▶ [About this task]
In the entries below, the lines from the one with "position:relative; width:1246px; height:2172px;" through the one with "height:6px; margin:-3px; padding:0" are to be copied exactly; both ends count.

(Stored items)
# # #

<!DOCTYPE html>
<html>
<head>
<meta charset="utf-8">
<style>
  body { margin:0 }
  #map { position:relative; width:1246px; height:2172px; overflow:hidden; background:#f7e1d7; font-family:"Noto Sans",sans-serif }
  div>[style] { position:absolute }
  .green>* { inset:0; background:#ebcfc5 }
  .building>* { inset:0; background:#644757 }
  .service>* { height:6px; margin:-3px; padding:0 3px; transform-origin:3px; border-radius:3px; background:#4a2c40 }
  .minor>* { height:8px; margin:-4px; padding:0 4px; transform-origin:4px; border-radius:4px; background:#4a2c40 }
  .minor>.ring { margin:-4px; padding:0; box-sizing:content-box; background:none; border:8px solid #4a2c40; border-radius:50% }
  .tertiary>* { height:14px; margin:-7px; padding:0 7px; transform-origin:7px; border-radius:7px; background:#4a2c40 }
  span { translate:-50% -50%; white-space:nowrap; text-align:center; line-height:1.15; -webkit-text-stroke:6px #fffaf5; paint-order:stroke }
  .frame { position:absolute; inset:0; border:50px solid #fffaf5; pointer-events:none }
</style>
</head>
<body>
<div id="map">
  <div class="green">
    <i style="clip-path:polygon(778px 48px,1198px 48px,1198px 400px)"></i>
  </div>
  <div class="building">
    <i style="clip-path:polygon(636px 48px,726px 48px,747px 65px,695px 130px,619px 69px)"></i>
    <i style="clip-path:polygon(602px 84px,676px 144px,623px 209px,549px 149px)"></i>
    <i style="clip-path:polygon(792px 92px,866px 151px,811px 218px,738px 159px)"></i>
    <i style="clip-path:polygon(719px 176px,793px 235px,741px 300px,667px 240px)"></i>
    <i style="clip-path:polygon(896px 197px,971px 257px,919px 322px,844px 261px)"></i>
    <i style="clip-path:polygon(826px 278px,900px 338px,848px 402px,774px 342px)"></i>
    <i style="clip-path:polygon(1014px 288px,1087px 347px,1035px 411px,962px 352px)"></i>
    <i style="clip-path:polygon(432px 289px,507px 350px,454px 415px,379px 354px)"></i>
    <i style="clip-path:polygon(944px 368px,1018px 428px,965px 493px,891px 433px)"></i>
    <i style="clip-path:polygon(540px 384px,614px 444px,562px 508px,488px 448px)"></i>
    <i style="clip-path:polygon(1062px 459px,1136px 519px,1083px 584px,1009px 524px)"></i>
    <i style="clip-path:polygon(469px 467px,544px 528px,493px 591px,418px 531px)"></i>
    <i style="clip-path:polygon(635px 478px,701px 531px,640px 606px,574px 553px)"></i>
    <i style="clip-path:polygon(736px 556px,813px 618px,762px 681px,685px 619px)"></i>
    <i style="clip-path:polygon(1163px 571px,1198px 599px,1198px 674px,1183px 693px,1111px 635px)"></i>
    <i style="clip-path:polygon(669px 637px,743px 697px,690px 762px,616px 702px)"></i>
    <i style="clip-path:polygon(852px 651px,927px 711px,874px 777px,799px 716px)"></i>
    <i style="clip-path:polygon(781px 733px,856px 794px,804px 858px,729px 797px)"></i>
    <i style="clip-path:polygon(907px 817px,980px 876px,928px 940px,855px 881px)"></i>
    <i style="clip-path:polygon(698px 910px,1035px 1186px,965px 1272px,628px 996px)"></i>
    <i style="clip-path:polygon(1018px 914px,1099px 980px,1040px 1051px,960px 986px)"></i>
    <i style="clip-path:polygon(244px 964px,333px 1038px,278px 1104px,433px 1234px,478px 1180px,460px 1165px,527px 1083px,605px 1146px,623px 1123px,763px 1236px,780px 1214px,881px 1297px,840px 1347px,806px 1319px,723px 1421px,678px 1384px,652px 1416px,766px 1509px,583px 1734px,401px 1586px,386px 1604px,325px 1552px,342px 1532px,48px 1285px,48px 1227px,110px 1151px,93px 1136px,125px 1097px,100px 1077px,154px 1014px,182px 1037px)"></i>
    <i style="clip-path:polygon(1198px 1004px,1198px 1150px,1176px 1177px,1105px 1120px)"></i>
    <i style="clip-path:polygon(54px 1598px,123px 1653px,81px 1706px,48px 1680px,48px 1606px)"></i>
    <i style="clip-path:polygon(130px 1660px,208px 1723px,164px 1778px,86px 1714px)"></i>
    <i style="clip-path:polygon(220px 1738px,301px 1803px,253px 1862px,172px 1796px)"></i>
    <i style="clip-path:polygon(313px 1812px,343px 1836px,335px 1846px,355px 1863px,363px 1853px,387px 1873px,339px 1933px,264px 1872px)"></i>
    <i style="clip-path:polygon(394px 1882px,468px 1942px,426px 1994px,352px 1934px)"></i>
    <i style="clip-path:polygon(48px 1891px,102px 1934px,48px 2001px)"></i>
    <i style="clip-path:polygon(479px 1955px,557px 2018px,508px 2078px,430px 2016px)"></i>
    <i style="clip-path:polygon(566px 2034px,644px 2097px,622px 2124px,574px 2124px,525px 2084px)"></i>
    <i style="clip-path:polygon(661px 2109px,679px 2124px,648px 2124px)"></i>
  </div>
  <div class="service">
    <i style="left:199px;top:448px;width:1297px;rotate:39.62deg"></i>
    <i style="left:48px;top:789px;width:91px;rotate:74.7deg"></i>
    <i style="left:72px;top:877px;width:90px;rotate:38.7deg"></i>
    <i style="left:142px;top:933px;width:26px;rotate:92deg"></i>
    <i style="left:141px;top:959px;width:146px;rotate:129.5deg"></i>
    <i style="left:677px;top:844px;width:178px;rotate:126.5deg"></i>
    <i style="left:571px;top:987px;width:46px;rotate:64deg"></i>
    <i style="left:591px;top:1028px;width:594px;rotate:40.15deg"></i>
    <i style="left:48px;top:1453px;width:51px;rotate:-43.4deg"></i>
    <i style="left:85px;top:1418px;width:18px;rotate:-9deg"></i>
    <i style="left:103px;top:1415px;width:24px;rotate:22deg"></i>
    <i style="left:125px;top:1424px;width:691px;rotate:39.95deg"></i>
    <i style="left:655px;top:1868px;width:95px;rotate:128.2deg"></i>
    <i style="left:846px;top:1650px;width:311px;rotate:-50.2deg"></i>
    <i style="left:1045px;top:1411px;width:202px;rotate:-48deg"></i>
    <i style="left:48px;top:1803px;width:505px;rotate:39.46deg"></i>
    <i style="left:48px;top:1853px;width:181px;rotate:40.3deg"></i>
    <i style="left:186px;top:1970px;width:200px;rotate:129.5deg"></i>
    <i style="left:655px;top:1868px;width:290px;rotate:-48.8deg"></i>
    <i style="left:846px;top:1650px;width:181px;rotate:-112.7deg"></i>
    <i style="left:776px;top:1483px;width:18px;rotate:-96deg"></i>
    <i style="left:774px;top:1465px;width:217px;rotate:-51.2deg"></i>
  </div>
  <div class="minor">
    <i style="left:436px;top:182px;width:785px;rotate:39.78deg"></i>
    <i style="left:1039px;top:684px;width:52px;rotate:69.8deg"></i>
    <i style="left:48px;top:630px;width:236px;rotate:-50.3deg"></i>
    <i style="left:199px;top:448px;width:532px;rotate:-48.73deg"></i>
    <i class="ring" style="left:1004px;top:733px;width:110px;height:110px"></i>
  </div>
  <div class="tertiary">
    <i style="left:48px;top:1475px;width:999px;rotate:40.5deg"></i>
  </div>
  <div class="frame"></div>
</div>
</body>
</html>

# # #

▶ [Finished exercise]
  #map { position:relative; width:1246px; height:2172px; overflow:hidden; background:#f7e1d7; font-family:"Noto Sans",sans-serif }
  div>[style] { position:absolute }
  .green>* { inset:0; background:#ebcfc5 }
  .building>* { inset:0; background:#644757 }
  .service>* { height:6px; margin:-3px; padding:0 3px; transform-origin:3px; border-radius:3px; background:#4a2c40 }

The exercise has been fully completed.